- _Data_
----

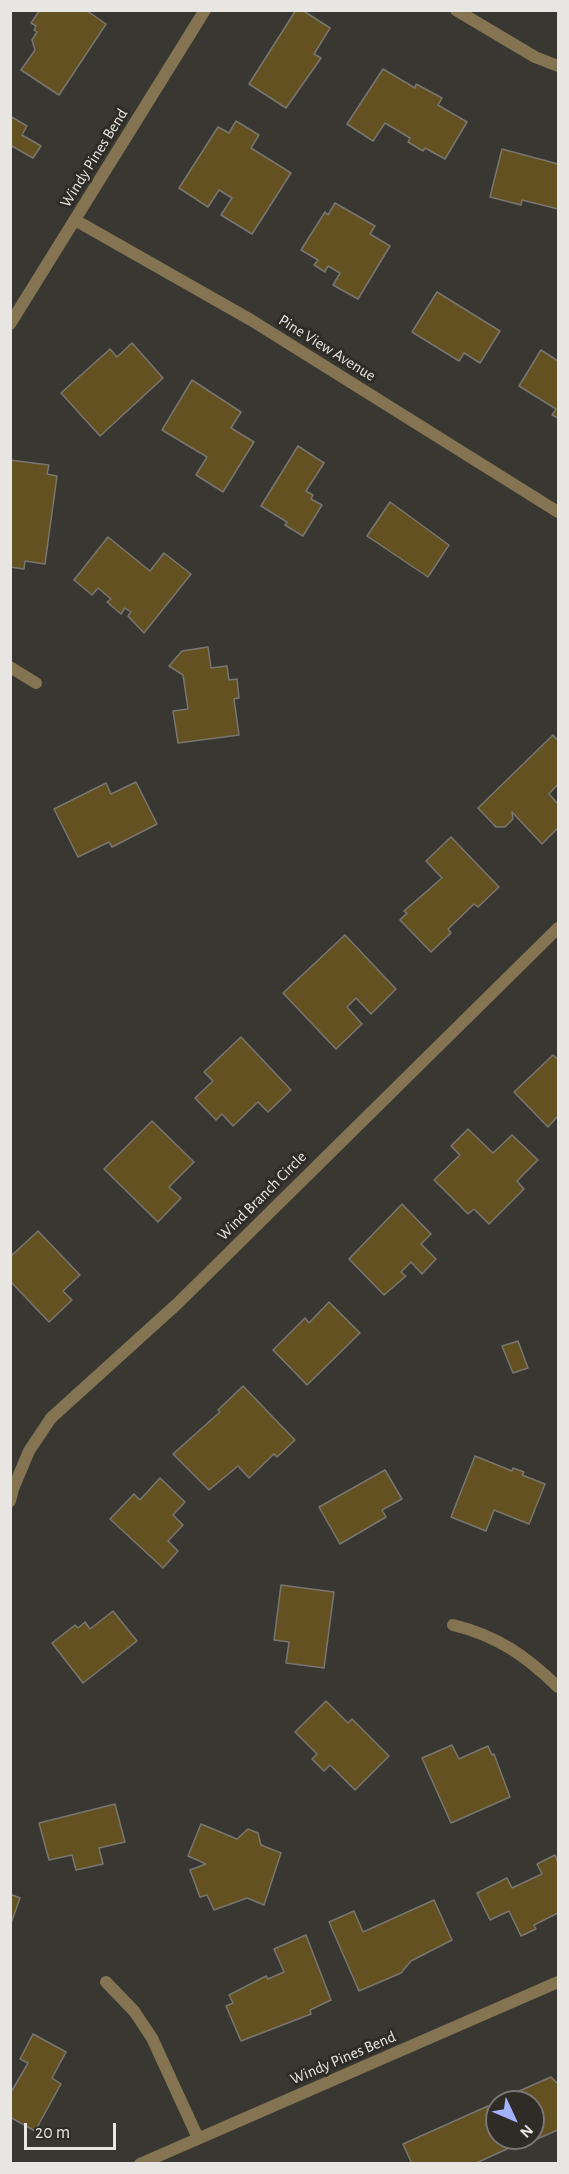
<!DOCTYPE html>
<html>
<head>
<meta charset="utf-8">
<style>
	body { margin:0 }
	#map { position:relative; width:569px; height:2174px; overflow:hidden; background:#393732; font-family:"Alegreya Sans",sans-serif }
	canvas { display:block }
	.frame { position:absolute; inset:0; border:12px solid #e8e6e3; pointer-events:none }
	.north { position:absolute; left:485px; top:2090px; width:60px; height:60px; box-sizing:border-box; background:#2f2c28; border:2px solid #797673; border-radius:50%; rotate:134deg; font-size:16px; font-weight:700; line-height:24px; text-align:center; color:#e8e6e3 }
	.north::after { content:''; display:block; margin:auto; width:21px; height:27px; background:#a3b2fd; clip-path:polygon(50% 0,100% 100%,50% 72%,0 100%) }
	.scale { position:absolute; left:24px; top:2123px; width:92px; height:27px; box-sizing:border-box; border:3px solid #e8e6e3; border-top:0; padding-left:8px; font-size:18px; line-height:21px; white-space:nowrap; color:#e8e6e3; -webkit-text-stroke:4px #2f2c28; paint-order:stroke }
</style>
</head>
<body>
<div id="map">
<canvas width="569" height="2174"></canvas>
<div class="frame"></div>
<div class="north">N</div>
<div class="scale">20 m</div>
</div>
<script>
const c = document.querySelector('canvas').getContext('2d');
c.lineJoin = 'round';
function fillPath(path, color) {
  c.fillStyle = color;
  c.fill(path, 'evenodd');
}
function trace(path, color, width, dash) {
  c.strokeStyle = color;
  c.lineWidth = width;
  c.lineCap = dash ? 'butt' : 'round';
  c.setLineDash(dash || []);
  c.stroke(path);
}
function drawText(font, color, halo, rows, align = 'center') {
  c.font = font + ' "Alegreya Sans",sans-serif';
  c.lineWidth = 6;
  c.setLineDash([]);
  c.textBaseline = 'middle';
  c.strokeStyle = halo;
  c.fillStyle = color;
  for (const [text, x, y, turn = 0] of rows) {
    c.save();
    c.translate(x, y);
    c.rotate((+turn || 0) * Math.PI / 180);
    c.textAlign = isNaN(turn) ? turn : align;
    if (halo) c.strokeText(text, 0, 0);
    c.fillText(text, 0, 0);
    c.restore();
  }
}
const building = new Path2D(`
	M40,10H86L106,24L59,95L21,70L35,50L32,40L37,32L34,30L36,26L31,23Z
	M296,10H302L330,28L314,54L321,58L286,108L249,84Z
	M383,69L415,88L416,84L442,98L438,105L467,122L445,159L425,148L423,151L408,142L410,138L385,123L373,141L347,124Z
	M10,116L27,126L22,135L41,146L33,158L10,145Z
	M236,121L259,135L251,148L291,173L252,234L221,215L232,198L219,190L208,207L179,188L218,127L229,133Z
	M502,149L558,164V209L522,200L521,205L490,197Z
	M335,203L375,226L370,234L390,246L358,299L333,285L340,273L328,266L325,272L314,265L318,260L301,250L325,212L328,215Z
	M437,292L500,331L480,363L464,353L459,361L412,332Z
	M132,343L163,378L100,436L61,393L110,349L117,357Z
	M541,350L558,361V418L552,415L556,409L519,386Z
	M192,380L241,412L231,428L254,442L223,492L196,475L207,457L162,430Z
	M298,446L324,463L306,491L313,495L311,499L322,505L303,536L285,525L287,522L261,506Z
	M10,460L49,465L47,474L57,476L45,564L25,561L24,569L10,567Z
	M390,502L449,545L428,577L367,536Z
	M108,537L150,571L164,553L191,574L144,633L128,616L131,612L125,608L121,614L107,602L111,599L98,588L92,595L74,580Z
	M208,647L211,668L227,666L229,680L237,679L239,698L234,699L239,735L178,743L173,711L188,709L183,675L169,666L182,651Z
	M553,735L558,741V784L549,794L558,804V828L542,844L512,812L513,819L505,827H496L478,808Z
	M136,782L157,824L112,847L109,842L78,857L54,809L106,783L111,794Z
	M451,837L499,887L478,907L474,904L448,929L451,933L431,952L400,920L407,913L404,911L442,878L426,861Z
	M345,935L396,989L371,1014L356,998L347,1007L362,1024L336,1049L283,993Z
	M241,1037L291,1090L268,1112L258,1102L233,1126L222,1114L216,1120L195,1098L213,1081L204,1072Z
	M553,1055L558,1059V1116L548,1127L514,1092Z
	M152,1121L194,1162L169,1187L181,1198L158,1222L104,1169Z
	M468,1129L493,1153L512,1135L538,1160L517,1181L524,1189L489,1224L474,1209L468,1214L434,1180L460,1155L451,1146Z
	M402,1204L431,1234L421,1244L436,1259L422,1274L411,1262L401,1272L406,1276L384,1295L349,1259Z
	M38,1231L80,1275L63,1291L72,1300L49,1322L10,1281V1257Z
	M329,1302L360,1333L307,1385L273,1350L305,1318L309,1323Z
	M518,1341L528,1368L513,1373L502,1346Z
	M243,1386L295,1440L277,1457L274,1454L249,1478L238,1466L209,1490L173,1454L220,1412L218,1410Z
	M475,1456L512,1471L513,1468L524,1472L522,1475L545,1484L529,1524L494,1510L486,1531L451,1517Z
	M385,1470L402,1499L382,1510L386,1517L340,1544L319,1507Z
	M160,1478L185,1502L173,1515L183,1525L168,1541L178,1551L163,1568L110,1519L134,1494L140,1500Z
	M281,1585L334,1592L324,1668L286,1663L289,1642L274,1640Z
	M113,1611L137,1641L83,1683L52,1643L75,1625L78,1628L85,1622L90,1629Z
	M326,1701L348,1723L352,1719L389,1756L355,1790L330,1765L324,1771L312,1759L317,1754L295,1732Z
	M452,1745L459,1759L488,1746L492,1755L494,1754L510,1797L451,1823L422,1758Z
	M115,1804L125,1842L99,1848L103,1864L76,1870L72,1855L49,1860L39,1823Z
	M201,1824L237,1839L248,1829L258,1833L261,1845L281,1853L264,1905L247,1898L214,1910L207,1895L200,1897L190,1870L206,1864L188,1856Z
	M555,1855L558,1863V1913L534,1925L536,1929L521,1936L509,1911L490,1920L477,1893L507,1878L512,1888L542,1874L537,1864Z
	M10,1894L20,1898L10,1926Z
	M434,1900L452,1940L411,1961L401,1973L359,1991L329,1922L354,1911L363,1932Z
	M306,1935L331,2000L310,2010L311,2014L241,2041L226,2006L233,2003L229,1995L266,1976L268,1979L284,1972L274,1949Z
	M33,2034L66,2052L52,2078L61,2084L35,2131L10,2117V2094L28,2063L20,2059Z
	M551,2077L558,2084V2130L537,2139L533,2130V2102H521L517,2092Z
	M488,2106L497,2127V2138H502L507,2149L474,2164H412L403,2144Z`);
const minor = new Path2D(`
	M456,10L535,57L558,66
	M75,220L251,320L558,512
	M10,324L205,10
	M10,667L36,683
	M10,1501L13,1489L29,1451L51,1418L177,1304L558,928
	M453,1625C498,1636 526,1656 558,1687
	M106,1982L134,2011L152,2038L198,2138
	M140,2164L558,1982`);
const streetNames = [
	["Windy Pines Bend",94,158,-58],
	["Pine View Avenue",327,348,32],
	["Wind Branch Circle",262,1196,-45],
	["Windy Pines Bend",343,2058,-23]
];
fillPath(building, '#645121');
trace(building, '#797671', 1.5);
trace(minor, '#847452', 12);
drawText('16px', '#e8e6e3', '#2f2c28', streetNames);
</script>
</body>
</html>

----

- _Work to complete_
Please give back exactly the lines of the listing above that run from the one containing "c.lineCap = dash ? 'butt' : 'round';" through the one containing "M502,149L558,164V209L522,200L521,205L490,197Z", and only those.

- _Output below_
  c.lineCap = dash ? 'butt' : 'round';
  c.setLineDash(dash || []);
  c.stroke(path);
}
function drawText(font, color, halo, rows, align = 'center') {
  c.font = font + ' "Alegreya Sans",sans-serif';
  c.lineWidth = 6;
  c.setLineDash([]);
  c.textBaseline = 'middle';
  c.strokeStyle = halo;
  c.fillStyle = color;
  for (const [text, x, y, turn = 0] of rows) {
    c.save();
    c.translate(x, y);
    c.rotate((+turn || 0) * Math.PI / 180);
    c.textAlign = isNaN(turn) ? turn : align;
    if (halo) c.strokeText(text, 0, 0);
    c.fillText(text, 0, 0);
    c.restore();
  }
}
const building = new Path2D(`
	M40,10H86L106,24L59,95L21,70L35,50L32,40L37,32L34,30L36,26L31,23Z
	M296,10H302L330,28L314,54L321,58L286,108L249,84Z
	M383,69L415,88L416,84L442,98L438,105L467,122L445,159L425,148L423,151L408,142L410,138L385,123L373,141L347,124Z
	M10,116L27,126L22,135L41,146L33,158L10,145Z
	M236,121L259,135L251,148L291,173L252,234L221,215L232,198L219,190L208,207L179,188L218,127L229,133Z
	M502,149L558,164V209L522,200L521,205L490,197Z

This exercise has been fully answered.